Вскоре вошла женщина, сразу заметила, где он сидит, и направилась к его столику, привычно опустилась на свободный стул. Они не поцеловались, даже не обменялись рукопожатиями. Просто улыбнулись друг другу, и мне показалось, что их улыбка была грустной, во всяком случае немного меланхолической.
— Это была не его жена? — перебил Мегрэ.
— Нет. Его жену я мельком видел на улице Сент-Оноре, к ней вернусь позже. Судя по тому, что вы мне говорили, это его свояченица. Возраст и общий вид совпадают. Не знаю, как это выразить…
Ого! Жанвье, говоря об этой женщине, употреблял почти те же самые слова.
— Она производит впечатление настоящей женщины, не знаю, понимаете ли вы, что я хочу сказать. Женщины, созданной, чтобы любить мужчину. Любить не как обычно, а как все мужчины мечтают, чтобы их любили…
Мегрэ не удержался от улыбки, видя, что Лапуэнт покраснел.
— А я думал, ты почти помолвлен…
— Я пытаюсь вам объяснить, какое впечатление она должна производить на большинство людей. Изредка встречаешь такую вот женщину, которая сразу наводит на мысли о… — Он не находил слов.
— О чем же?
— Помимо воли видишь ее заключенной в объятия спутника, почти чувствуешь ее тепло… И в то же время знаешь, что она создана лишь для одного, что это настоящая возлюбленная, истинная любовница… Вскоре я получил место за столиком по соседству с их, и это впечатление сохранилось у меня до самого конца обеда… Они не сделали ни единого двусмысленного жеста. Не думаю, чтобы они даже смотрели друг другу в глаза. И тем не менее…

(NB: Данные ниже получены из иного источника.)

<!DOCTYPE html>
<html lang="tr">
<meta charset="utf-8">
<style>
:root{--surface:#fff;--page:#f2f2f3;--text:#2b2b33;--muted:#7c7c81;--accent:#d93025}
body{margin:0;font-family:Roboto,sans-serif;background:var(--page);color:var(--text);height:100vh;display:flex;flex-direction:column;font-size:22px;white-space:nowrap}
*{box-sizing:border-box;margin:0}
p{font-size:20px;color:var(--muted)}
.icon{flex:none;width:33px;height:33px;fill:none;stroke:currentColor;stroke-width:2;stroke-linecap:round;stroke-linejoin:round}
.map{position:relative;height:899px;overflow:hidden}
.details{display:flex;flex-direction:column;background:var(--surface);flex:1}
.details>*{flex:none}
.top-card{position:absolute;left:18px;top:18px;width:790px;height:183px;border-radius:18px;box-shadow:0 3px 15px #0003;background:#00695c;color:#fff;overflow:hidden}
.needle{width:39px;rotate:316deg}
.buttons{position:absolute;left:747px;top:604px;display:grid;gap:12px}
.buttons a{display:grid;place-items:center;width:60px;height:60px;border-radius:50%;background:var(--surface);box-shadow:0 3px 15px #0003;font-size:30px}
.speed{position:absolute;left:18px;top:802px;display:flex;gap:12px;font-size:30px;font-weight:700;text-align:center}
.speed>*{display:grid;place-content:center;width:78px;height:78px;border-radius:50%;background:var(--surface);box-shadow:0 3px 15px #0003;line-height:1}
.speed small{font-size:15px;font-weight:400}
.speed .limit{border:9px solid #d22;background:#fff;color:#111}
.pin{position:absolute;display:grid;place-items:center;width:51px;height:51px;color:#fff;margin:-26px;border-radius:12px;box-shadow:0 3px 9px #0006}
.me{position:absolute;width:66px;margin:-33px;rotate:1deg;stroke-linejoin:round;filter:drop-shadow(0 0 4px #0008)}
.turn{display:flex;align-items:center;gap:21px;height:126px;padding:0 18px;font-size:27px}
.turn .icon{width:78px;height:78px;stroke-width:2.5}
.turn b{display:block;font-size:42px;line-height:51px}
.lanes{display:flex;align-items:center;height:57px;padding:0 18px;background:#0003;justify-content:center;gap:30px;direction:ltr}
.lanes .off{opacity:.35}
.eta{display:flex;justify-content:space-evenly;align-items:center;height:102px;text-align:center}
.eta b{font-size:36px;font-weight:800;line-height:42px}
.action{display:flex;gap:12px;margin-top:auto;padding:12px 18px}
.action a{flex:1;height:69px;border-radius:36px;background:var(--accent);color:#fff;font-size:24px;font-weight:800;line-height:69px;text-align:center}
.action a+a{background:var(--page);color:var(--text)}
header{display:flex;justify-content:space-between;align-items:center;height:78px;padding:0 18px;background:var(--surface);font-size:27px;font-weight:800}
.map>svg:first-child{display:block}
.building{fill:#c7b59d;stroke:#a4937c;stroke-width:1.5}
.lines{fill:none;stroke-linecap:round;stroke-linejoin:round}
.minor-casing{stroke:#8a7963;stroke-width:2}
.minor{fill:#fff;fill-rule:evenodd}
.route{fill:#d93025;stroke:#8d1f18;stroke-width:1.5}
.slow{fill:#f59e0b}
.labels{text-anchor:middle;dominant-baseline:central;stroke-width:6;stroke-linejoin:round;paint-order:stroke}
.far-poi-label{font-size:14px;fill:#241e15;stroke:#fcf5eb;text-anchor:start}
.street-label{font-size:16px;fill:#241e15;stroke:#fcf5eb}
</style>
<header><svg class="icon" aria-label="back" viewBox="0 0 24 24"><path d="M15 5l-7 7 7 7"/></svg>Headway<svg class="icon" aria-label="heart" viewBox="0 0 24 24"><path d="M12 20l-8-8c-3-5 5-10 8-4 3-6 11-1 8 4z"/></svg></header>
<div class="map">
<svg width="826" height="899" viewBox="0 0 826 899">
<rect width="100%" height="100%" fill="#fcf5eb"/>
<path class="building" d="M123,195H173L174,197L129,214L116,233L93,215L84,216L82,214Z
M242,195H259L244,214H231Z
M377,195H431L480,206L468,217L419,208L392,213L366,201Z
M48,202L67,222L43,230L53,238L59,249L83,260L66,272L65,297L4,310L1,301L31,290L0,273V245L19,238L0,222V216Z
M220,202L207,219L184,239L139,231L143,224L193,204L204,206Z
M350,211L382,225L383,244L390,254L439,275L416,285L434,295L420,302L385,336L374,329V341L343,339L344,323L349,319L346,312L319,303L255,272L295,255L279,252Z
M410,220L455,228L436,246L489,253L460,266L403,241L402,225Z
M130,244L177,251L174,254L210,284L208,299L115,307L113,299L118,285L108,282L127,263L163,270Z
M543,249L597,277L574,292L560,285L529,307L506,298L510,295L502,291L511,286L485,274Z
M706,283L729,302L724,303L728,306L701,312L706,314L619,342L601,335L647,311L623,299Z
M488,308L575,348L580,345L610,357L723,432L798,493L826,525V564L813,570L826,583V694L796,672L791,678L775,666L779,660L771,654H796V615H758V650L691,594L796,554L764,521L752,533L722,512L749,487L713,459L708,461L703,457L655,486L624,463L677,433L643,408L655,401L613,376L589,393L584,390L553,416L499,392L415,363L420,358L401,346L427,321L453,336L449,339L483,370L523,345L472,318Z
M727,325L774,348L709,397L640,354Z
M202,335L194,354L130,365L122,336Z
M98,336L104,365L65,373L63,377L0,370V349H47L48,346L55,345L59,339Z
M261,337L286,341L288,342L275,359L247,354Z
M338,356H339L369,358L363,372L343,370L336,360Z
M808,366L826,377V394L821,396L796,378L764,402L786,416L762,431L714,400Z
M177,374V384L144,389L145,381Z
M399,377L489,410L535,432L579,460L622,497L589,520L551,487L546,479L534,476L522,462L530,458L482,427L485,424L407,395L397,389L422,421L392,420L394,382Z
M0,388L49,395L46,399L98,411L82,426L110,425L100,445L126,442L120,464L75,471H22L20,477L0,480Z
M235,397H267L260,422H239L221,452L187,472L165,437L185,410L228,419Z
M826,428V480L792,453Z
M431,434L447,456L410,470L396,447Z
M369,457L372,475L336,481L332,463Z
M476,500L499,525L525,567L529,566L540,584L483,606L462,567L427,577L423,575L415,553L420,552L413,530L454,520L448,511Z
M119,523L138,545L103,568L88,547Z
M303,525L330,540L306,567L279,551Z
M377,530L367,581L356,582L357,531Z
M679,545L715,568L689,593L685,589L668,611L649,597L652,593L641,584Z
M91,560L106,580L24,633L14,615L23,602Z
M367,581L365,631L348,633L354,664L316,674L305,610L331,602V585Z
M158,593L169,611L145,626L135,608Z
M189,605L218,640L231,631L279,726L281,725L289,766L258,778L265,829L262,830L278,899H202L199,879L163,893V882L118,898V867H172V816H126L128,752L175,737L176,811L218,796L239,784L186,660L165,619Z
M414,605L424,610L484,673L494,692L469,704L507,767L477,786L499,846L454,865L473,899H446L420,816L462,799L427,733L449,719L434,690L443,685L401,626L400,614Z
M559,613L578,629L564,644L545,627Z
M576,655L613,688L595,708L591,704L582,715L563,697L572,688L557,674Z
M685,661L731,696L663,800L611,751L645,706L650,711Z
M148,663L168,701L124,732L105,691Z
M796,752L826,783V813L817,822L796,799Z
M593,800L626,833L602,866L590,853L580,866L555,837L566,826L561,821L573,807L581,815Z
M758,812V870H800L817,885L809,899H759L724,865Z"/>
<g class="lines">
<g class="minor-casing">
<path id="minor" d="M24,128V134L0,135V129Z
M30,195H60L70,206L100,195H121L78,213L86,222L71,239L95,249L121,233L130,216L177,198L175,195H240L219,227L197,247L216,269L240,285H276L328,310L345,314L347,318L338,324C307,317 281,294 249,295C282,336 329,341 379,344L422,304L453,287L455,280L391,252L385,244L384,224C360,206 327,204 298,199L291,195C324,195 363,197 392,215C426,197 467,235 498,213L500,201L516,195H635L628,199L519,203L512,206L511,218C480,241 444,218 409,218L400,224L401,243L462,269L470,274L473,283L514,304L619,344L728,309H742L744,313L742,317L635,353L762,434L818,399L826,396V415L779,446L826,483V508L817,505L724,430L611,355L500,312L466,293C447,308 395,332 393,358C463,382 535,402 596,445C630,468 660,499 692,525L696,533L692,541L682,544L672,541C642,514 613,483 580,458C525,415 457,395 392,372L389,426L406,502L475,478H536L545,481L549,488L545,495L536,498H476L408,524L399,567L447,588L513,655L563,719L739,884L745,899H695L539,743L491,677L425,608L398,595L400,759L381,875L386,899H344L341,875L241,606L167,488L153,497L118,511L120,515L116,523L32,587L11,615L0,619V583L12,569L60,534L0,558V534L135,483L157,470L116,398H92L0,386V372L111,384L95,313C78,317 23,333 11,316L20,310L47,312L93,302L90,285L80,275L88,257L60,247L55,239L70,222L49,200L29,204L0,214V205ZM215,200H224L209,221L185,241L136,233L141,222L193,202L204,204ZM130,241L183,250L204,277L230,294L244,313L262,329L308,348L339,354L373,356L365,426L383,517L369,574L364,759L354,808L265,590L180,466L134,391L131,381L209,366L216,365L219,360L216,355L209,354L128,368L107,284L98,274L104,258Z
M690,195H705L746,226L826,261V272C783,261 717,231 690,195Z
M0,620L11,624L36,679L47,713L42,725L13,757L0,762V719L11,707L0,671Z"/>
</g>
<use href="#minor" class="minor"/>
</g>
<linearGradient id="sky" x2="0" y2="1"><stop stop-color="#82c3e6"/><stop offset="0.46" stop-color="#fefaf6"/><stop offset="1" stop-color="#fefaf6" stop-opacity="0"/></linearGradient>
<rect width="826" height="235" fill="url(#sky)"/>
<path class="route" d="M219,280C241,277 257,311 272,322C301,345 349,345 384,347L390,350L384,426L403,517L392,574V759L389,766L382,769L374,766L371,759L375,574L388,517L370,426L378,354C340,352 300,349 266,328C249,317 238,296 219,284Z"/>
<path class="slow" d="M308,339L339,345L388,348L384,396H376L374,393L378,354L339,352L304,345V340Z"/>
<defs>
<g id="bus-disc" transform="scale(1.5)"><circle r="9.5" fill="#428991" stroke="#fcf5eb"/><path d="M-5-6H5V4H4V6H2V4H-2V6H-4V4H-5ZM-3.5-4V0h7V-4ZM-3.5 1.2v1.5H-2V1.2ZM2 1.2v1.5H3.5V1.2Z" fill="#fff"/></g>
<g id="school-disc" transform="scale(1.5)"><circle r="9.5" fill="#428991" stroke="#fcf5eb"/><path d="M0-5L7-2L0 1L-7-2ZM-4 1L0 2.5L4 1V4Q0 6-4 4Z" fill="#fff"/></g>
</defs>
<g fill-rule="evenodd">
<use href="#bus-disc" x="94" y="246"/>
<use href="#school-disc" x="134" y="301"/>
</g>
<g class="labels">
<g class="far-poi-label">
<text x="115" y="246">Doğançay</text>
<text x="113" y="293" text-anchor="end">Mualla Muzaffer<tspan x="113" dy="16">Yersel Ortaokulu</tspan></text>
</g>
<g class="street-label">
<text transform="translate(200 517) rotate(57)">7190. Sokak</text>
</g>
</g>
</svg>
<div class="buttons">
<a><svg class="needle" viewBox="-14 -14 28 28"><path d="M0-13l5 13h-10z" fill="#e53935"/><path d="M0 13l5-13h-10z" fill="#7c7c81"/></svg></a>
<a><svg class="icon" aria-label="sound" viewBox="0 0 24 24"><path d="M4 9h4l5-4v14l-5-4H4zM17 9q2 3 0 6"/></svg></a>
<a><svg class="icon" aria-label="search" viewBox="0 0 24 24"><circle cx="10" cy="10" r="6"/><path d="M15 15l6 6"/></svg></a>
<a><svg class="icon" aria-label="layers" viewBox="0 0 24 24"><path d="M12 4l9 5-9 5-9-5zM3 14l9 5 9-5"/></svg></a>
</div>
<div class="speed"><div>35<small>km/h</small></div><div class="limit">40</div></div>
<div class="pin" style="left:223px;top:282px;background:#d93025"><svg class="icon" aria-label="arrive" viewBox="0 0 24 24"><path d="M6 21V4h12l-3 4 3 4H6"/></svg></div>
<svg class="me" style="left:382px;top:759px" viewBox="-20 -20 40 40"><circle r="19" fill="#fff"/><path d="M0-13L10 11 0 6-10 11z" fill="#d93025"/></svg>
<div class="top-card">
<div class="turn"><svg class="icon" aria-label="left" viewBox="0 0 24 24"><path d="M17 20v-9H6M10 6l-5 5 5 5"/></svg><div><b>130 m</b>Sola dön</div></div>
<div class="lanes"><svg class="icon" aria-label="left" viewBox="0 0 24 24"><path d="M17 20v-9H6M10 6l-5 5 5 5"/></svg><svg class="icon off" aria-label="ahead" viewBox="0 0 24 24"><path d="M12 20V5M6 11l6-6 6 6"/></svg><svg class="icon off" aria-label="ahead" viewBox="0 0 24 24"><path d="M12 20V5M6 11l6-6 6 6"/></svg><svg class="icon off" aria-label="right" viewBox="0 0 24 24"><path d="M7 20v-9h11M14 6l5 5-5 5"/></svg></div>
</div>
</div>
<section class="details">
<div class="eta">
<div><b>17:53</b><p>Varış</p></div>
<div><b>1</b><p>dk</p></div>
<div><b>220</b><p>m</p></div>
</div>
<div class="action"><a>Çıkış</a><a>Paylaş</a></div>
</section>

— Считаешь, они любят друг друга?
— Уверен. Даже официантка, плохо причесанная, длинная такая лошадь в черном платье с белым передником, обслуживала их не так, как остальных, и выглядела их сообщницей…
— Однако в самом начале ты сказал, что они были грустными.
— Скажем так: серьезными. Не знаю, патрон… Я уверен, что они не несчастны, потому что нельзя быть по-настоящему несчастным, когда…
Мегрэ снова улыбнулся, мысленно спрашивая себя, как бы об этой встрече ему докладывал, например.
Люка, который определенно реагировал бы не гак, как юный Лапуэнт.
— Значит, выглядели не то чтобы несчастными, но грустными, как влюбленные, которые не могут свободно проявлять свои чувства…
— Если хотите. В какой-то момент он встал помочь ей снять пальто, потому что она бросила взгляд на печку. Пальто шерстяное, с меховым воротником и манжетами. Платье на ней было тоже черное, из джерси, и я удивился, что она почти пухленькая…
Он несколько раз смотрел на часы. Потом попросил официантку принести десерт и кофе, тогда как его соседка только расправлялась с телячьим жарким.